The IMS includes solutions to aid migration to more efficient data centres, automate the management of virtualised server environments, and repurpose testing infrastructure for disaster recovery requirements.
The new middleware software underpinning the management suite includes uAdapt from Scalent Systems, which enables the repurposing of server assets in real time, and uOrchestrate from Enigmatec Corporation, which helps to automates key IT processes, according to the firm. Unisys Chargeback, meanwhile, allows IT administrators to measure resource usage and charge the relevant business units.
Finally, Unisys expanded its blade and mid-range server portfolio with the new ES5000 family of blades featuring greater power and cost efficiency and the addition of the ES3215L two-socket quad-core server with Intel Xeon processing. Unisys also launched upgrades to the ES3220, ES3220L and ES3420L servers which now include Intel Virtualisation technology to improve performance in virtualised environments.

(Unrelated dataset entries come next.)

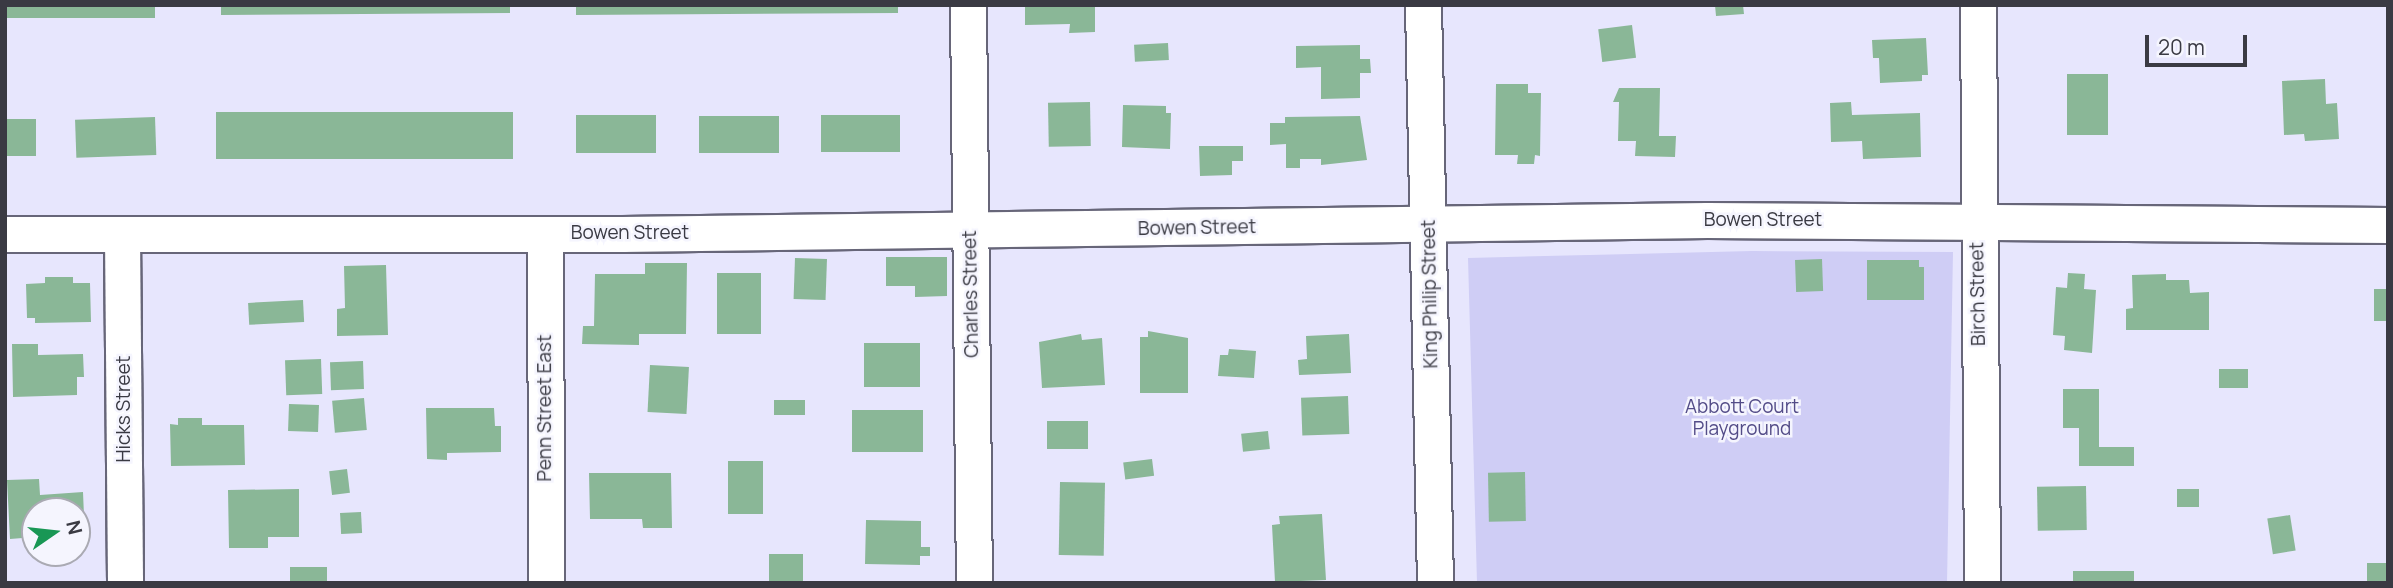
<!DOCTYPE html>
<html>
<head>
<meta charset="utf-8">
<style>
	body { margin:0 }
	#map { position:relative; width:2393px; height:588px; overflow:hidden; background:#e7e6fd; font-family:Manrope,sans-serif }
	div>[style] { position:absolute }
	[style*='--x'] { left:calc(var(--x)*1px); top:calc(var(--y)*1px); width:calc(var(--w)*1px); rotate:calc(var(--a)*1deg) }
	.green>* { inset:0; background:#cfcdf5 }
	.building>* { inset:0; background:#8ab797; transform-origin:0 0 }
	.roads { filter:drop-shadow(2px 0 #676679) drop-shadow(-2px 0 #676679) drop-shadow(0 2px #676679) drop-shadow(0 -2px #676679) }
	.minor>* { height:35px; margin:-17.5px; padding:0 17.5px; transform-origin:17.5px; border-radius:17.5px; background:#fff }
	span { translate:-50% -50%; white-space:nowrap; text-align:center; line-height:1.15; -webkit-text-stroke:5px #f5f5fe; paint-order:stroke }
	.street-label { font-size:19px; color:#3a3a43 }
	.park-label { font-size:19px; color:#534c88 }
	.frame { position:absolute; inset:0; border:7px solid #3a3a43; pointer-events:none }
	.north { position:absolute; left:21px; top:497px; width:70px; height:70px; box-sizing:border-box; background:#f5f5fe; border:2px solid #aaaab3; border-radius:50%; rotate:76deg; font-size:19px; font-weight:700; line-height:28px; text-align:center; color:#3a3a43 }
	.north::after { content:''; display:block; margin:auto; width:24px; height:32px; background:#199755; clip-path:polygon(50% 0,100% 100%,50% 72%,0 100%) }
	.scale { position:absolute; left:2145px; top:35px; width:102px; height:32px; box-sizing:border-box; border:4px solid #3a3a43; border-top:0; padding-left:9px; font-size:21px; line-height:24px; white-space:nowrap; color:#3a3a43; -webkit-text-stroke:5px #f5f5fe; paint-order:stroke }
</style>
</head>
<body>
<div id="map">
	<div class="green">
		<i style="clip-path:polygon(1752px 251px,1953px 252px,1947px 583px,1477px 583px,1468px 258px)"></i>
	</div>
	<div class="building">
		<i style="left:5px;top:5px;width:150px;height:13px"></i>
		<i style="clip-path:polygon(221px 5px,510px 5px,510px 13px,221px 15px)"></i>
		<i style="clip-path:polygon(576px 5px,898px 5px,898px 13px,576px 15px)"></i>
		<i style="clip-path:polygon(1025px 5px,1095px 5px,1095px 32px,1069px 33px,1070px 24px,1025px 25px)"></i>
		<i style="clip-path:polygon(1715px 5px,1743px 5px,1744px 14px,1716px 16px)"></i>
		<i style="left:1632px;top:25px;width:33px;height:34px;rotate:83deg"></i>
		<i style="clip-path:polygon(1926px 38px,1928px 75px,1922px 75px,1922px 81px,1880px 83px,1879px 58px,1873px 58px,1872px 40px)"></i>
		<i style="left:1168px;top:43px;width:17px;height:34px;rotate:87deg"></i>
		<i style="clip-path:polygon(1360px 45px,1360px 59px,1370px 59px,1371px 73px,1360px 73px,1360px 98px,1321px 99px,1321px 67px,1296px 68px,1296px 46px)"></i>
		<i style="left:2067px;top:74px;width:41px;height:61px"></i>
		<i style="clip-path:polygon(2325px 79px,2326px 104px,2337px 103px,2339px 139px,2305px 141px,2304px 134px,2284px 135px,2282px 81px)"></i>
		<i style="clip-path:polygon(1496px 84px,1528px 84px,1528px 93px,1541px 93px,1540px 156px,1535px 155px,1534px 164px,1517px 164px,1518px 155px,1495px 155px)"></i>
		<i style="clip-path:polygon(1619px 88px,1660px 88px,1659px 136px,1676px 136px,1675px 157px,1635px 156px,1636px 141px,1618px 141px,1619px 102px,1613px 102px)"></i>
		<i style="left:1090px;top:102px;width:44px;height:42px;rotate:89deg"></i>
		<i style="clip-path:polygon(1851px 102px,1852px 115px,1920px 113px,1921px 157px,1863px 159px,1862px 141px,1831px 142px,1830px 103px)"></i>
		<i style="clip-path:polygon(1123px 105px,1166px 106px,1166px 113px,1171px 113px,1170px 149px,1122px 147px)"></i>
		<i style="left:513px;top:112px;width:47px;height:297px;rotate:90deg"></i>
		<i style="left:656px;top:115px;width:38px;height:80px;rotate:90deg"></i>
		<i style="left:821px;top:115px;width:79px;height:37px"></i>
		<i style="left:699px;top:116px;width:80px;height:37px"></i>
		<i style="clip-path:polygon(1360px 116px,1367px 160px,1321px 165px,1321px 159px,1300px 159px,1300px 168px,1286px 168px,1286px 144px,1270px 145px,1270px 123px,1285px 123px,1285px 117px)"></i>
		<i style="left:155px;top:117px;width:38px;height:80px;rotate:88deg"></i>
		<i style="left:5px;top:119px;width:31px;height:37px"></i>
		<i style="clip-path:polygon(1199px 146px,1243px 146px,1243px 161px,1232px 161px,1232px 175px,1200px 176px)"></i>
		<i style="clip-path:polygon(886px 257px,947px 257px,947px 296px,915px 297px,915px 286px,886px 286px)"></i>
		<i style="left:795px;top:258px;width:32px;height:41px;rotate:2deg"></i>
		<i style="left:1822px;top:259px;width:32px;height:27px;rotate:88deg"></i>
		<i style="clip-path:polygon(1867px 260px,1919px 260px,1919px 267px,1924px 267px,1924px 300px,1867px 300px)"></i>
		<i style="clip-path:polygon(645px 263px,687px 263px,686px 334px,639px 334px,639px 345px,582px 344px,583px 326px,594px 326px,595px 274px,645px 274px)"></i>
		<i style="clip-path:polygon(386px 265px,388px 335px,337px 336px,337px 309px,345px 308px,344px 266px)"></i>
		<i style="left:717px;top:273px;width:44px;height:61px"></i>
		<i style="clip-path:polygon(2068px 273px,2085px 274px,2084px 289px,2096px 290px,2092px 353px,2064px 350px,2065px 336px,2053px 335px,2056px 287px,2067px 288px)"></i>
		<i style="clip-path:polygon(2166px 274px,2166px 280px,2189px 280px,2190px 293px,2209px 292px,2209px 330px,2126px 330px,2126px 309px,2133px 308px,2132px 275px)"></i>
		<i style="clip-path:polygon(45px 277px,73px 277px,73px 283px,90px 283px,91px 322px,35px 323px,35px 318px,27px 318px,26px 284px,45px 283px)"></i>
		<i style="left:2374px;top:289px;width:14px;height:32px"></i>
		<i style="left:303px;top:300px;width:22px;height:55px;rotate:87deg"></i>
		<i style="clip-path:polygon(1148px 331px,1188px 338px,1188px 393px,1140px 393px,1140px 337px,1148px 337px)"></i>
		<i style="clip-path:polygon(1081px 334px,1082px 340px,1102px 338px,1105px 385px,1042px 388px,1039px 342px)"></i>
		<i style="clip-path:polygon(1349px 334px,1351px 373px,1299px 375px,1298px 360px,1307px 359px,1306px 336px)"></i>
		<i style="left:920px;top:343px;width:44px;height:56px;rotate:90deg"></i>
		<i style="clip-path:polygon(12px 344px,38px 344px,38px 355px,83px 354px,84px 377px,77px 377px,77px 395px,13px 397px)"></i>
		<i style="clip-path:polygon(1229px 349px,1256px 351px,1254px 378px,1218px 376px,1220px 355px,1228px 355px)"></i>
		<i style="left:321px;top:359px;width:35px;height:36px;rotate:88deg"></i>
		<i style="left:363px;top:361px;width:28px;height:33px;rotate:88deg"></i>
		<i style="left:650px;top:365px;width:39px;height:47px;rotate:3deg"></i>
		<i style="left:2248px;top:369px;width:19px;height:29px;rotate:90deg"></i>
		<i style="clip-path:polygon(2063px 389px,2099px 389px,2099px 447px,2134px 447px,2134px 466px,2079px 466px,2079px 428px,2063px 428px)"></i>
		<i style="left:1348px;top:396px;width:38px;height:47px;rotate:88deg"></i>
		<i style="left:364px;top:398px;width:32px;height:32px;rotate:85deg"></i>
		<i style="left:774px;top:400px;width:31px;height:15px"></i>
		<i style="left:289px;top:404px;width:30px;height:27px;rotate:2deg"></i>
		<i style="clip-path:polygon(426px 408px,494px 408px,495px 426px,501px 426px,501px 452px,447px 453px,447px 460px,427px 459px)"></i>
		<i style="left:852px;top:410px;width:71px;height:42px"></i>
		<i style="clip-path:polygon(178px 418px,202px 418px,202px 425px,244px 425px,245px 465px,171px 466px,170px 424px,178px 425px)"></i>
		<i style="left:1088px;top:421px;width:28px;height:41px;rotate:90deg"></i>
		<i style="left:1268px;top:431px;width:18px;height:27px;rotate:84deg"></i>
		<i style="left:1152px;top:459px;width:17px;height:29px;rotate:83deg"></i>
		<i style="left:763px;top:461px;width:53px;height:35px;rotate:90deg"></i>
		<i style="left:347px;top:469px;width:24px;height:18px;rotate:83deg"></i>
		<i style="left:1525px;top:472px;width:49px;height:37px;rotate:89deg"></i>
		<i style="clip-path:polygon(589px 473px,671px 473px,672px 528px,643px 528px,642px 519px,590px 519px)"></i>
		<i style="clip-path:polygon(39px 479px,40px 495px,83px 492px,84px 516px,77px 517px,77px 511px,35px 511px,35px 537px,10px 539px,7px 480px)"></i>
		<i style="left:1060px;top:482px;width:45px;height:73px;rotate:1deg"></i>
		<i style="left:2086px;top:486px;width:44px;height:49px;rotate:89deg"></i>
		<i style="clip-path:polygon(299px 489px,299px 537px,268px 537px,268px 548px,229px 548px,228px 490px)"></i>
		<i style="left:2199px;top:489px;width:18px;height:22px;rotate:90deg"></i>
		<i style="left:361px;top:512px;width:21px;height:21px;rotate:87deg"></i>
		<i style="clip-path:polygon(1322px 514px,1326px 580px,1275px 582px,1272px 525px,1280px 524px,1279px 516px)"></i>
		<i style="left:2290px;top:515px;width:36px;height:23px;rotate:81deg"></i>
		<i style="clip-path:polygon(866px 520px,921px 521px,921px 547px,930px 547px,930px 556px,920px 556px,920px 565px,865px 564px)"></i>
		<i style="left:769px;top:554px;width:34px;height:29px"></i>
		<i style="left:2388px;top:563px;width:20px;height:21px;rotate:90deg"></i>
		<i style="left:290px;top:567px;width:37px;height:16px"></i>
		<i style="left:2073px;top:571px;width:61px;height:12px"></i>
	</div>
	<div class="roads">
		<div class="minor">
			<i style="--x:968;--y:5;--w:578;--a:89.41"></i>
			<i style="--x:1423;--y:5;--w:578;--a:88.81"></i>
			<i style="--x:1978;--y:5;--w:578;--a:89.6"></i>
			<i style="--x:5;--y:234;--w:617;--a:0"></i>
			<i style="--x:622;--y:234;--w:1085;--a:-0.74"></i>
			<i style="--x:1707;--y:220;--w:681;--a:0.42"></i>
			<i style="--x:545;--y:234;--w:349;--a:89.8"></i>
			<i style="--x:122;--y:235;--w:348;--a:89.5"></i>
		</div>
	</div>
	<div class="street-label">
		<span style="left:1763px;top:220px">Bowen Street</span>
		<span style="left:1197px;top:228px;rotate:-1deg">Bowen Street</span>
		<span style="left:630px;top:233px">Bowen Street</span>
		<span style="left:971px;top:294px;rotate:-91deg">Charles Street</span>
		<span style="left:1430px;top:294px;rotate:-91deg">King Philip Street</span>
		<span style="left:1978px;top:294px;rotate:-91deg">Birch Street</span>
		<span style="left:545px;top:408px;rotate:-90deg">Penn Street East</span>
		<span style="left:124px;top:409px;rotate:-90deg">Hicks Street</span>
	</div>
	<div class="park-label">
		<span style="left:1742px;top:418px">Abbott Court<br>Playground</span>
	</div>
	<div class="frame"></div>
	<div class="north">N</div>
	<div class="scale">20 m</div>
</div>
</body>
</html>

Kate Hanaghan of analyst firm Ovum commented that the new initiative is in line with the trend among large IT services companies to move up the value chain and provide customers with solutions to help them save money and increase efficiency and agility in the date centre.
"One of the biggest problems CIOs have is their vast sprawling data centres full of legacy equipment of different makes which is very difficult to manage and expensive to run," she added. "This announcement makes perfect sense - there will be lots of mileage to provide solutions to address these problems."
However, she argued that Unisys might struggle to differentiate from firms like IBM and HP in what is a very competitive market. Hanaghan added that it could also be held back by acting slightly later than its competitors in relocating its human resources to lower cost locations such as India.